* _WHAT THE TASK ASKS_:
With no edits of any kind, print each record that follows.

-- Opening Marker --

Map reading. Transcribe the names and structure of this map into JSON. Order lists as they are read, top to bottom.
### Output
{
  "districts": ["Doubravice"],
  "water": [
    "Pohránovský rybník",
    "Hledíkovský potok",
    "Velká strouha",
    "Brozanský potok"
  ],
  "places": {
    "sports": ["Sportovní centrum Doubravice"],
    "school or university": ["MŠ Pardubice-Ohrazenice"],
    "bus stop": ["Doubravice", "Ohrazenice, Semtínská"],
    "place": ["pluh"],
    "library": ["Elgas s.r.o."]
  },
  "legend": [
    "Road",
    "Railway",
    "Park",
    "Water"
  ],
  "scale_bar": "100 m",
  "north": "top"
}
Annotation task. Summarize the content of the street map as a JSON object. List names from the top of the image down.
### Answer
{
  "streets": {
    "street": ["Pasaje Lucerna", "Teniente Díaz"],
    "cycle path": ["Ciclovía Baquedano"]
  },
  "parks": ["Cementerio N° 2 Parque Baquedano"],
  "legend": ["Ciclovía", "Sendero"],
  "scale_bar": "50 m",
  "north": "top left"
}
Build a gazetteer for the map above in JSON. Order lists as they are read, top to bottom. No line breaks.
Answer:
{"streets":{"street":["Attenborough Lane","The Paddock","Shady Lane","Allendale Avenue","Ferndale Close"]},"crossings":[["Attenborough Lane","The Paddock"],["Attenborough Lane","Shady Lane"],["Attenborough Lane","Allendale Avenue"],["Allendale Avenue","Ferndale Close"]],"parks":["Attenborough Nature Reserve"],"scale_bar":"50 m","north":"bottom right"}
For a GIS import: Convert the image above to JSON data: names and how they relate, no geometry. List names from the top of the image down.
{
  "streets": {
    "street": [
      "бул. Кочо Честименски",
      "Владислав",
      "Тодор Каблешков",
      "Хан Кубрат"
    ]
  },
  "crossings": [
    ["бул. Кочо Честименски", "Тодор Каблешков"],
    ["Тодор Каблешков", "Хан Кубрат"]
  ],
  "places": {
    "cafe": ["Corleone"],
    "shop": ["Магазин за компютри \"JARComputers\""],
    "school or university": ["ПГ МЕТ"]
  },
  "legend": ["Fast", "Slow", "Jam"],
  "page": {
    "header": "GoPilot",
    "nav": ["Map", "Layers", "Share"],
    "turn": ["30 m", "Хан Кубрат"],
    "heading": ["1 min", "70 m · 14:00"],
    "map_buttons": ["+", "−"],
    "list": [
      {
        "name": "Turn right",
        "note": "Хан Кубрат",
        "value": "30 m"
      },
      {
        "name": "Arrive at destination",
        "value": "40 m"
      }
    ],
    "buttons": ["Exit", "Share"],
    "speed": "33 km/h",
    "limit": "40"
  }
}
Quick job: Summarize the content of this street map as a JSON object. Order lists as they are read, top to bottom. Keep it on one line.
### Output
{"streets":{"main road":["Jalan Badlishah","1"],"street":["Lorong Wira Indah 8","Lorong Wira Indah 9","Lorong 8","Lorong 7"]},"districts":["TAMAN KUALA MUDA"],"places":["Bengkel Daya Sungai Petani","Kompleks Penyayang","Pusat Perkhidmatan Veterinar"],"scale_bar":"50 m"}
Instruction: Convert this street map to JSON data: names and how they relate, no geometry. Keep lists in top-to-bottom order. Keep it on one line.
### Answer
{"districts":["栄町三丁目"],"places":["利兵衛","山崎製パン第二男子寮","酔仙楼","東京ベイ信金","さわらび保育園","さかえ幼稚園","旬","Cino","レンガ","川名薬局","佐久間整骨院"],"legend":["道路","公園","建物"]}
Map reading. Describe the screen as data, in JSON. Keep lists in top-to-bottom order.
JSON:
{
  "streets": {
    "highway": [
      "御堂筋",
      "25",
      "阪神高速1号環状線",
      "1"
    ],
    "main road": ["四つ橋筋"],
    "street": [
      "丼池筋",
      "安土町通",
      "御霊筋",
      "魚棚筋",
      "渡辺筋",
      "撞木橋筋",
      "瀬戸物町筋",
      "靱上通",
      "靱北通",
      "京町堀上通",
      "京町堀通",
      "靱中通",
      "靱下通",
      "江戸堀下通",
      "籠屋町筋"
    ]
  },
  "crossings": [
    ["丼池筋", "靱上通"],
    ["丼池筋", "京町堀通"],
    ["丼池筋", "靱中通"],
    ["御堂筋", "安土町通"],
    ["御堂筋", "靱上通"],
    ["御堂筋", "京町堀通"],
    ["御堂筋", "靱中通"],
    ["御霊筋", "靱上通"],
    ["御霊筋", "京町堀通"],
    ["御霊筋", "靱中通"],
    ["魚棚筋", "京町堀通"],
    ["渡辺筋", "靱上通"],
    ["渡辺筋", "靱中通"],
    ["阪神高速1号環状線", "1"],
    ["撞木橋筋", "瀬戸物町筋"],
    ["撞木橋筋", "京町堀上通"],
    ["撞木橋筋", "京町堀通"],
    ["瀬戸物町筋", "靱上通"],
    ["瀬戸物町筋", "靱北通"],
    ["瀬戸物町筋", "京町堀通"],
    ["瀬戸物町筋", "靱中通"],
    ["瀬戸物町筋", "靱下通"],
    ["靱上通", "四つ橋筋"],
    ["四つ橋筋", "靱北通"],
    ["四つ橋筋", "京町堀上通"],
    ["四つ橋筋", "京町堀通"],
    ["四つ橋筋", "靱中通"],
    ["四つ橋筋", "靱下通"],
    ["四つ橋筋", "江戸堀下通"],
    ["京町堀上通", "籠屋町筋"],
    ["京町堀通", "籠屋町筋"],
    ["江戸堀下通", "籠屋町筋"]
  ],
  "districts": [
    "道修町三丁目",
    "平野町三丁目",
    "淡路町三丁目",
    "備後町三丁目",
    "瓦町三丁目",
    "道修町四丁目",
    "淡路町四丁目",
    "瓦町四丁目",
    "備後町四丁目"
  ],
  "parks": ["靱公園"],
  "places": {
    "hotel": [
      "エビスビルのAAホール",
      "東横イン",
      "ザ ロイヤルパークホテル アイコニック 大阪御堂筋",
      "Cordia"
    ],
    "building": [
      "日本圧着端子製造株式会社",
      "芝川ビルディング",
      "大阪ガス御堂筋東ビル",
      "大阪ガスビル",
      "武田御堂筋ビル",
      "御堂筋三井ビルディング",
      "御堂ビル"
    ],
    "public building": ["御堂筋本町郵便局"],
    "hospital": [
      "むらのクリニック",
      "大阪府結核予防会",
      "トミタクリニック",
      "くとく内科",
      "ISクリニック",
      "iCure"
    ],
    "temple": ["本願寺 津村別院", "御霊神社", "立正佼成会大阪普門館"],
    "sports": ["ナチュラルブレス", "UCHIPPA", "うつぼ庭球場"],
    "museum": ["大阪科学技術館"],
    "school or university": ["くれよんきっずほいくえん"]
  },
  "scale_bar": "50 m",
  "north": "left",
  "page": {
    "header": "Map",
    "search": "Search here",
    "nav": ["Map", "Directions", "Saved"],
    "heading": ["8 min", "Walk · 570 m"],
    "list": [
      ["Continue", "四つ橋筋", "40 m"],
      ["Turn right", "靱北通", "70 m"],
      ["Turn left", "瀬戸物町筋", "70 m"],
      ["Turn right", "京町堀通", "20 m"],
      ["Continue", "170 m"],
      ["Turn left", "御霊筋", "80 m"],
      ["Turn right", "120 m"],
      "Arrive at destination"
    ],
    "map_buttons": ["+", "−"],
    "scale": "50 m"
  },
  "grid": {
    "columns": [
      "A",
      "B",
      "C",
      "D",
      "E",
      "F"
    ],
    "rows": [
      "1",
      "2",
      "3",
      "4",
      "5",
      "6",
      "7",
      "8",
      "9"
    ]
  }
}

-- Closing Marker --

* _RESPONSE_:
Map reading. Transcribe the names and structure of this map into JSON. Order lists as they are read, top to bottom.
### Output
{
  "districts": ["Doubravice"],
  "water": [
    "Pohránovský rybník",
    "Hledíkovský potok",
    "Velká strouha",
    "Brozanský potok"
  ],
  "places": {
    "sports": ["Sportovní centrum Doubravice"],
    "school or university": ["MŠ Pardubice-Ohrazenice"],
    "bus stop": ["Doubravice", "Ohrazenice, Semtínská"],
    "place": ["pluh"],
    "library": ["Elgas s.r.o."]
  },
  "legend": [
    "Road",
    "Railway",
    "Park",
    "Water"
  ],
  "scale_bar": "100 m",
  "north": "top"
}
Annotation task. Summarize the content of the street map as a JSON object. List names from the top of the image down.
### Answer
{
  "streets": {
    "street": ["Pasaje Lucerna", "Teniente Díaz"],
    "cycle path": ["Ciclovía Baquedano"]
  },
  "parks": ["Cementerio N° 2 Parque Baquedano"],
  "legend": ["Ciclovía", "Sendero"],
  "scale_bar": "50 m",
  "north": "top left"
}
Build a gazetteer for the map above in JSON. Order lists as they are read, top to bottom. No line breaks.
Answer:
{"streets":{"street":["Attenborough Lane","The Paddock","Shady Lane","Allendale Avenue","Ferndale Close"]},"crossings":[["Attenborough Lane","The Paddock"],["Attenborough Lane","Shady Lane"],["Attenborough Lane","Allendale Avenue"],["Allendale Avenue","Ferndale Close"]],"parks":["Attenborough Nature Reserve"],"scale_bar":"50 m","north":"bottom right"}
For a GIS import: Convert the image above to JSON data: names and how they relate, no geometry. List names from the top of the image down.
{
  "streets": {
    "street": [
      "бул. Кочо Честименски",
      "Владислав",
      "Тодор Каблешков",
      "Хан Кубрат"
    ]
  },
  "crossings": [
    ["бул. Кочо Честименски", "Тодор Каблешков"],
    ["Тодор Каблешков", "Хан Кубрат"]
  ],
  "places": {
    "cafe": ["Corleone"],
    "shop": ["Магазин за компютри \"JARComputers\""],
    "school or university": ["ПГ МЕТ"]
  },
  "legend": ["Fast", "Slow", "Jam"],
  "page": {
    "header": "GoPilot",
    "nav": ["Map", "Layers", "Share"],
    "turn": ["30 m", "Хан Кубрат"],
    "heading": ["1 min", "70 m · 14:00"],
    "map_buttons": ["+", "−"],
    "list": [
      {
        "name": "Turn right",
        "note": "Хан Кубрат",
        "value": "30 m"
      },
      {
        "name": "Arrive at destination",
        "value": "40 m"
      }
    ],
    "buttons": ["Exit", "Share"],
    "speed": "33 km/h",
    "limit": "40"
  }
}
Quick job: Summarize the content of this street map as a JSON object. Order lists as they are read, top to bottom. Keep it on one line.
### Output
{"streets":{"main road":["Jalan Badlishah","1"],"street":["Lorong Wira Indah 8","Lorong Wira Indah 9","Lorong 8","Lorong 7"]},"districts":["TAMAN KUALA MUDA"],"places":["Bengkel Daya Sungai Petani","Kompleks Penyayang","Pusat Perkhidmatan Veterinar"],"scale_bar":"50 m"}
Instruction: Convert this street map to JSON data: names and how they relate, no geometry. Keep lists in top-to-bottom order. Keep it on one line.
### Answer
{"districts":["栄町三丁目"],"places":["利兵衛","山崎製パン第二男子寮","酔仙楼","東京ベイ信金","さわらび保育園","さかえ幼稚園","旬","Cino","レンガ","川名薬局","佐久間整骨院"],"legend":["道路","公園","建物"]}
Map reading. Describe the screen as data, in JSON. Keep lists in top-to-bottom order.
JSON:
{
  "streets": {
    "highway": [
      "御堂筋",
      "25",
      "阪神高速1号環状線",
      "1"
    ],
    "main road": ["四つ橋筋"],
    "street": [
      "丼池筋",
      "安土町通",
      "御霊筋",
      "魚棚筋",
      "渡辺筋",
      "撞木橋筋",
      "瀬戸物町筋",
      "靱上通",
      "靱北通",
      "京町堀上通",
      "京町堀通",
      "靱中通",
      "靱下通",
      "江戸堀下通",
      "籠屋町筋"
    ]
  },
  "crossings": [
    ["丼池筋", "靱上通"],
    ["丼池筋", "京町堀通"],
    ["丼池筋", "靱中通"],
    ["御堂筋", "安土町通"],
    ["御堂筋", "靱上通"],
    ["御堂筋", "京町堀通"],
    ["御堂筋", "靱中通"],
    ["御霊筋", "靱上通"],
    ["御霊筋", "京町堀通"],
    ["御霊筋", "靱中通"],
    ["魚棚筋", "京町堀通"],
    ["渡辺筋", "靱上通"],
    ["渡辺筋", "靱中通"],
    ["阪神高速1号環状線", "1"],
    ["撞木橋筋", "瀬戸物町筋"],
    ["撞木橋筋", "京町堀上通"],
    ["撞木橋筋", "京町堀通"],
    ["瀬戸物町筋", "靱上通"],
    ["瀬戸物町筋", "靱北通"],
    ["瀬戸物町筋", "京町堀通"],
    ["瀬戸物町筋", "靱中通"],
    ["瀬戸物町筋", "靱下通"],
    ["靱上通", "四つ橋筋"],
    ["四つ橋筋", "靱北通"],
    ["四つ橋筋", "京町堀上通"],
    ["四つ橋筋", "京町堀通"],
    ["四つ橋筋", "靱中通"],
    ["四つ橋筋", "靱下通"],
    ["四つ橋筋", "江戸堀下通"],
    ["京町堀上通", "籠屋町筋"],
    ["京町堀通", "籠屋町筋"],
    ["江戸堀下通", "籠屋町筋"]
  ],
  "districts": [
    "道修町三丁目",
    "平野町三丁目",
    "淡路町三丁目",
    "備後町三丁目",
    "瓦町三丁目",
    "道修町四丁目",
    "淡路町四丁目",
    "瓦町四丁目",
    "備後町四丁目"
  ],
  "parks": ["靱公園"],
  "places": {
    "hotel": [
      "エビスビルのAAホール",
      "東横イン",
      "ザ ロイヤルパークホテル アイコニック 大阪御堂筋",
      "Cordia"
    ],
    "building": [
      "日本圧着端子製造株式会社",
      "芝川ビルディング",
      "大阪ガス御堂筋東ビル",
      "大阪ガスビル",
      "武田御堂筋ビル",
      "御堂筋三井ビルディング",
      "御堂ビル"
    ],
    "public building": ["御堂筋本町郵便局"],
    "hospital": [
      "むらのクリニック",
      "大阪府結核予防会",
      "トミタクリニック",
      "くとく内科",
      "ISクリニック",
      "iCure"
    ],
    "temple": ["本願寺 津村別院", "御霊神社", "立正佼成会大阪普門館"],
    "sports": ["ナチュラルブレス", "UCHIPPA", "うつぼ庭球場"],
    "museum": ["大阪科学技術館"],
    "school or university": ["くれよんきっずほいくえん"]
  },
  "scale_bar": "50 m",
  "north": "left",
  "page": {
    "header": "Map",
    "search": "Search here",
    "nav": ["Map", "Directions", "Saved"],
    "heading": ["8 min", "Walk · 570 m"],
    "list": [
      ["Continue", "四つ橋筋", "40 m"],
      ["Turn right", "靱北通", "70 m"],
      ["Turn left", "瀬戸物町筋", "70 m"],
      ["Turn right", "京町堀通", "20 m"],
      ["Continue", "170 m"],
      ["Turn left", "御霊筋", "80 m"],
      ["Turn right", "120 m"],
      "Arrive at destination"
    ],
    "map_buttons": ["+", "−"],
    "scale": "50 m"
  },
  "grid": {
    "columns": [
      "A",
      "B",
      "C",
      "D",
      "E",
      "F"
    ],
    "rows": [
      "1",
      "2",
      "3",
      "4",
      "5",
      "6",
      "7",
      "8",
      "9"
    ]
  }
}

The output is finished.